In terms of role models that I look to without knowing personally, I have huge respect for what Sheryl Sandberg did for Facebook. It’s a juggernaut because of her leadership. But frankly, I think she probably had a bigger impact on strategy than we even know. And I realize Facebook is not without its controversy, but you can't argue that it's had an incredible ride and probably still has a lot of growth ahead of it. A lot of that I credit to Sheryl. So that's one. If you want one closer to home, I think Angela Merkel is pretty amazing.
Many women experience exclusion at the workplace because of their gender. Which advice would you give career-driven women in order to overcome discrimination?First, I think you have to classify the situation. Is this a minor issue that you can work through? For example, in business school we all received fleece sweatshirts in Mens sizes. My sweatshirt was not very flattering on me. I consider this a “so what” situation. My view is don’t sweat the small stuff — demonstrate success so that more women follow and soon there will be sweatshirts in more sizes. And, you know, even I would argue micro-aggressions, you treat the same way. You should definitely address them, and I understand they do accumulate, but you just work through them.
Then there's the notion that there are serious issues. Are you being paid less than your male counterparts? Are given worse assignments than male peers? Are you being harassed or insulted? All of those require action immediately. If so, this requires action — confront, report to HR. Worst case, go find another company where women are appreciated.
So that's my suggestion. Don't sweat the small stuff. You know, address it, confront it, of course, but play through. The big stuff, don't hesitate. You've got to deal with that. And quickly.
It’s been quite a year for you: Your teams, such as the B2B team, are among the best performing ones in the company. Babbel had one of the most successful years in the company’s history, and recently it was announced that you’re not only CEO US but also the new CRO at Babbel. What can we expect next?We have so much revenue growth ahead of us! And I'm really excited and humbled by this new role and want to do everything in my powers to accelerate revenue growth for Babbel. It's amazing to tell people: we're actually still a young company, we're only 14 years old. People are shocked to hear that the brand has taken on so much significance in that short amount of time. But there's a lot of growth ahead of us and new products that we're launching. I mean, our Babbel Live launch is really exciting to me, a huge opportunity.
In a way Covid accelerated digital opportunities, because now it all seems perfectly normal for us to interact over a Zoom window. A year ago, you would probably not have taken your language classes that way. And I believe and I've found in my career that basically, if you bring in the revenue, opportunities will arise. So that's what I'm focused on, bringing the revenue.
Babbel is, of course, all about language learning. Which languages do you speak and do you think of languages as important leadership skills?I speak really good English! Seriously, I was an English major and love the nuances of this messy, robust language. Beyond that, I speak rusty French and understand some German if you speak very slowly.

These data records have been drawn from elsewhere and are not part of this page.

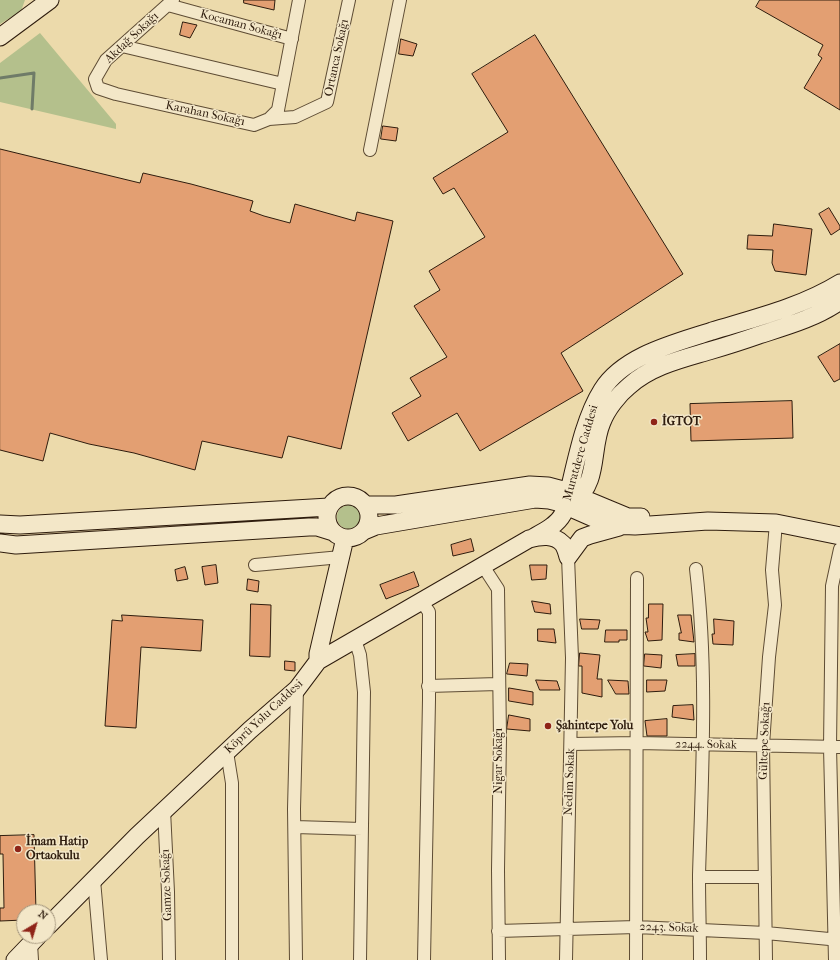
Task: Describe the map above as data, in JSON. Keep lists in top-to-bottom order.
{
  "streets": {
    "main road": ["Muratdere Caddesi", "Köprü Yolu Caddesi"],
    "street": [
      "Kocaman Sokağı",
      "Akdağ Sokağı",
      "Ortanca Sokağı",
      "Karahan Sokağı",
      "Gültepe Sokağı",
      "2244. Sokak",
      "Nigar Sokağı",
      "Nedim Sokak",
      "Gamze Sokağı",
      "2243. Sokak"
    ]
  },
  "crossings": [
    ["Kocaman Sokağı", "Akdağ Sokağı"],
    ["Akdağ Sokağı", "Karahan Sokağı"],
    ["Ortanca Sokağı", "Karahan Sokağı"],
    ["Köprü Yolu Caddesi", "Nigar Sokağı"],
    ["Köprü Yolu Caddesi", "Nedim Sokak"],
    ["Köprü Yolu Caddesi", "Gamze Sokağı"],
    ["Gültepe Sokağı", "2244. Sokak"],
    ["Gültepe Sokağı", "2243. Sokak"],
    ["2244. Sokak", "Nedim Sokak"],
    ["Nigar Sokağı", "2243. Sokak"],
    ["Nedim Sokak", "2243. Sokak"]
  ],
  "places": ["İGTOT", "Şahintepe Yolu", "İmam Hatip Ortaokulu"],
  "north": "top right"
}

I think being able to communicate well is a critical leadership skill. Communication is one of the key things that we need our leaders to do. And I'm always reminded, as a leader, the point at which you're communicating effectively, is the point at which you're sick of saying it. Then your message is starting to get through. So you really have to push yourself to be consistent and make your messaging crystal clear.
Thank you very much for these insights and happy International Women's Day!